Moi qui aime conserver mes récoltes pour en profiter plus longtemps, je n’ai eu que l’embarras du choix : confitures, soupes, compotes, sirops, jus, déshydratation, conservation au vinaigre, lacto-fermentation, congélation… De quoi diversifier les menus et régaler ma famille pendant de longs mois. À ces productions végétales, j’ajouterai des céréales – issues de notre ferme – et un peu de viande d’agneau et de bœuf achetée à un éleveur voisin. Lui aussi se réjouit : l’herbe a été abondante et le cours du bœuf n’a jamais été aussi élevé.

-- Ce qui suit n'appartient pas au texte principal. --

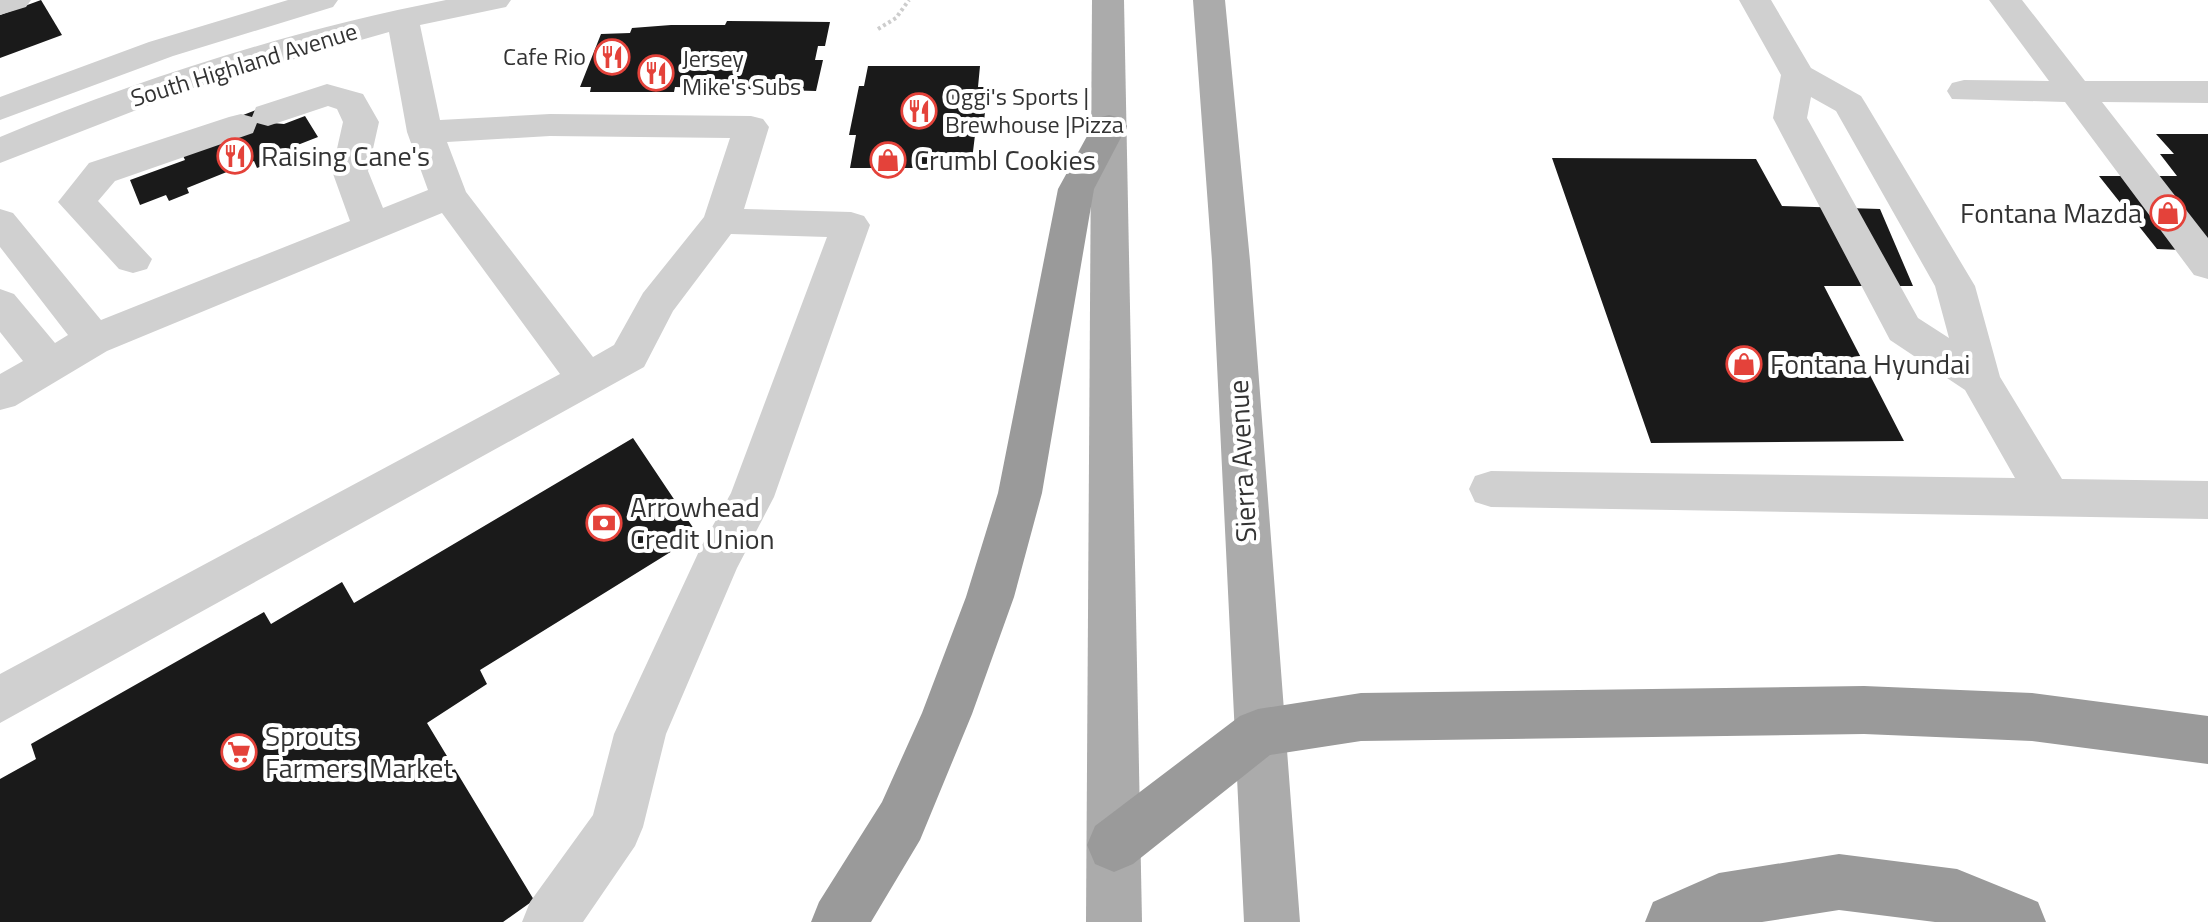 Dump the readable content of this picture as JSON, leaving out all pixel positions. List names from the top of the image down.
{
  "streets": {
    "main road": ["Sierra Avenue"],
    "street": ["South Highland Avenue"]
  },
  "places": {
    "restaurant": [
      "Cafe Rio",
      "Jersey Mike's Subs",
      "Oggi's Sports | Brewhouse |Pizza",
      "Raising Cane's"
    ],
    "shop": ["Crumbl Cookies", "Fontana Mazda", "Fontana Hyundai"],
    "bank": ["Arrowhead Credit Union"],
    "supermarket": ["Sprouts Farmers Market"]
  }
}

Pourtant, une récente étude de l’université de Gembloux Agro-Bio Tech attire mon attention sur une réalité bien différente : la Wallonie importe 80% de son alimentation, que l’on soit en bonne ou en mauvaise année. La question est complexe. Cette chronique ne suffirait d’ailleurs pas à en expliquer les mécanismes et subtilités. Juste tracer les grandes lignes, en quelques mots. Il y a d’une part le jeu du marché capitaliste globalisé qui perturbe complètement nos systèmes alimentaires et nos productions agricoles. Il y a aussi le gaspillage alimentaire : 30% tout de même ! Il y a enfin nos habitudes de consommation : ce que notre territoire nous permet de produire et ce que nous mangeons ne sont plus en adéquation.

Cela me fait penser à Monsieur Lapin, le héros d’un petit livre intitulé Bon appétit ! Monsieur Lapin[1]. Dans ce classique de la littérature jeunesse, Claude Boujon nous raconte l’histoire d’un lapin qui n’aime plus les carottes. Il quitte sa maison pour aller regarder dans l’assiette de ses voisins. À chacun, il demande : « Qu’est-ce que tu manges, toi ? » Quand son voisin le singe lui répond « des bananes », Monsieur Lapin constate que « ça ne pousse pas dans mon jardin ! » À la fin du livre, Monsieur Lapin échappe de justesse au renard et se réfugie chez lui. Il se prépare une grande marmite de soupe de carottes, et trouve ça très bon !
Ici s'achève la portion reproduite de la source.